Figure 5.

IL-1β does not appear to be required in demyelination, astrogliosis, microglial infiltration, and mature oligodendrocyte depletion. a, IL-1β^−/− mice exhibit no difference in demyelination. Each circle represents the averaged observed LFB score from three readers for one mouse. Demyelination was quantitated by LFB-PAS staining. IL-1β^−/− mice (open circles) show no difference in demyelination compared with WT controls (filled circles) (p = 0.07 at 3 weeks, p = 0.55 at 4 weeks). b, IL-1β^−/− mice (white bars) exhibit no difference in mature oligodendrocyte number compared with age-matched WT controls (black bars) (p = 0.29 at 3 weeks, p = 0.16 at 4 weeks).

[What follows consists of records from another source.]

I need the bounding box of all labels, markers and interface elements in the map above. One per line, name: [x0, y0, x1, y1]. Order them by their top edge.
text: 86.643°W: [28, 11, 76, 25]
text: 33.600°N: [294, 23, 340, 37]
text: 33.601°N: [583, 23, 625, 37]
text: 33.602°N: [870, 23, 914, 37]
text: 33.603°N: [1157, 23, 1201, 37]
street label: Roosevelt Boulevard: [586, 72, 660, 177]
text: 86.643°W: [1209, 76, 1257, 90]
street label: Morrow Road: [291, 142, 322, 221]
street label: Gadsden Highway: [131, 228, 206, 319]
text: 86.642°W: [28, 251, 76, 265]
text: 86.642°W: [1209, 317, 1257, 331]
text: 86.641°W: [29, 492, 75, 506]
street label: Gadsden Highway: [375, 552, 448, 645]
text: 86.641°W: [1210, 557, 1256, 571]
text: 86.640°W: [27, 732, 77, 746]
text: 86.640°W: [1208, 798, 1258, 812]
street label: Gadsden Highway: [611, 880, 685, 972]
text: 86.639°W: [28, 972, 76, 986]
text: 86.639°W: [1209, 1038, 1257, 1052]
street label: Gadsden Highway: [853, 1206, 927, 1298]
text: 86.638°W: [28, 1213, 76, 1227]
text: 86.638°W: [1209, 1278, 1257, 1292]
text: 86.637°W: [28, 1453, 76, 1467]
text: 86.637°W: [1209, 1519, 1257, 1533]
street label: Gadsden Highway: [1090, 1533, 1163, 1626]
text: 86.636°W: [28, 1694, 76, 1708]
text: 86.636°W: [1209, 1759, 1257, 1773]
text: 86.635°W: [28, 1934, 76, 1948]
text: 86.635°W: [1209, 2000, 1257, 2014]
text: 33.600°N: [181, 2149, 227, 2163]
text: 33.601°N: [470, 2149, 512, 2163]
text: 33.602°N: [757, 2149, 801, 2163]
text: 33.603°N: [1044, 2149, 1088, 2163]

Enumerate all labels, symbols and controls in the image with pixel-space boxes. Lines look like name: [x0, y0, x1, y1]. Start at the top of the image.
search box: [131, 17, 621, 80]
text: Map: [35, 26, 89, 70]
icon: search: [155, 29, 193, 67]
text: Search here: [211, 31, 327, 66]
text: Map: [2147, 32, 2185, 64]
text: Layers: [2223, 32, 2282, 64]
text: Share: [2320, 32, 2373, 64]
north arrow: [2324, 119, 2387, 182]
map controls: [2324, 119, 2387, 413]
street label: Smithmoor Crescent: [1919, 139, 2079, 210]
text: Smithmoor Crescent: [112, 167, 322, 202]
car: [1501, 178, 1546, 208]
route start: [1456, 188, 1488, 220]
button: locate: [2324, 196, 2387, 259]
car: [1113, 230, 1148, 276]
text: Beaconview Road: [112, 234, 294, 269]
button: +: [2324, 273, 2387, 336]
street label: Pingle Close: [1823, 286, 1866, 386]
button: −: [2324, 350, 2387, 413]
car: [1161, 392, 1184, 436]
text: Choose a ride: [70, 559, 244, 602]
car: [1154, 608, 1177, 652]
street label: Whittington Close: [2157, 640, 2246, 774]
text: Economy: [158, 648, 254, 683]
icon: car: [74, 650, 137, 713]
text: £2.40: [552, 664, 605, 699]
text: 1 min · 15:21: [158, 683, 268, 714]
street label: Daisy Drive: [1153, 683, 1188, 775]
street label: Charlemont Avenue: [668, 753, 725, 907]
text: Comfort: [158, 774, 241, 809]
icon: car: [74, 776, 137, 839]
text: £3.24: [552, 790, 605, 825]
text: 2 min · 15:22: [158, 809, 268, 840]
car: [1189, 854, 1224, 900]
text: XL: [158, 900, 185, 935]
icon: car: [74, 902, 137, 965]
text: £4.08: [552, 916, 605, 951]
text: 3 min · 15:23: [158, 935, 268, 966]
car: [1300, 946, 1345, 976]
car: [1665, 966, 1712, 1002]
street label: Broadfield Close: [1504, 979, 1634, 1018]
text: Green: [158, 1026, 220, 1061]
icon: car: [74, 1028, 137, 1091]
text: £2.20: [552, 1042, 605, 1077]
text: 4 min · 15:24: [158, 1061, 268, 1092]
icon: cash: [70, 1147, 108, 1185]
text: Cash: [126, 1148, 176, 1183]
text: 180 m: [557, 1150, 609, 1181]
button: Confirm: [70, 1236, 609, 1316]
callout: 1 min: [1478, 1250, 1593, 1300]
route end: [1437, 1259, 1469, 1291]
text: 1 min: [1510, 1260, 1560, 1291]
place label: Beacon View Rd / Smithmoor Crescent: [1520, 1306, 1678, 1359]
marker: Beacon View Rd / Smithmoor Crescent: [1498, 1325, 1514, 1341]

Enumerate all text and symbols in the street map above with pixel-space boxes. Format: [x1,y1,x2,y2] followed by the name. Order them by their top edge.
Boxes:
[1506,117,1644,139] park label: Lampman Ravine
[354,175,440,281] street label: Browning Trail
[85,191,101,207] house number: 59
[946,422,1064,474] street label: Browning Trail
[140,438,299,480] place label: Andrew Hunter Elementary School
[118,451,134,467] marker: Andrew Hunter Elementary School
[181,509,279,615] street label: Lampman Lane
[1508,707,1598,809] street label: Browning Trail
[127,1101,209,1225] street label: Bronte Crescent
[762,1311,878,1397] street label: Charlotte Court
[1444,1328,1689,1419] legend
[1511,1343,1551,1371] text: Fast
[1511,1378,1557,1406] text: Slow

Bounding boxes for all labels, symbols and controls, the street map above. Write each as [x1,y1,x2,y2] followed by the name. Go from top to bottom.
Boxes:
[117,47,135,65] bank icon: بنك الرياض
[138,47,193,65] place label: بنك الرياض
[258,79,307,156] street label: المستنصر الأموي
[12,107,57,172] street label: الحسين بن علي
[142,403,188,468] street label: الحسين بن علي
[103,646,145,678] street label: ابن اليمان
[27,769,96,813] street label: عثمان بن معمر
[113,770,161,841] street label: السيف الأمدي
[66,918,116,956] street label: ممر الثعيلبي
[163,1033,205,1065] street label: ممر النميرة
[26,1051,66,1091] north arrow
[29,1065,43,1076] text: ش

Mature oligodendrocytes were measured by the GSTπ⁺ stain at the corpus callosum. c, IL-1β^−/− mice (white bars) exhibit no difference in microglial infiltration compared with age-matched WT controls (black bars) (p = 0.56 at 3 weeks, p = 0.15 at 4 weeks). Microglia were measured by RCA⁺ staining at the corpus callosum after 3 and 4 weeks of cuprizone treatment. d, IL-1β^−/− mice (white bars) exhibit no difference in astrogliosis when compared with age-matched WT controls (black bars) (p = 0.80 at 3 weeks, p = 0.26 at 4 weeks). Astrocytes were measured by the GFAP⁺ stain at the corpus callosum after 3 and 4 weeks of cuprizone treatment. GFAP was used to detect astrocyte accumulation in the corpus callosum. RCA⁺ or GFAP⁺ cells with an observable DAPI-stained nucleus were counted blindly twice. Cell counts for b–d are averages of between 6 and 10 mice per time point. Error bars indicate SEM.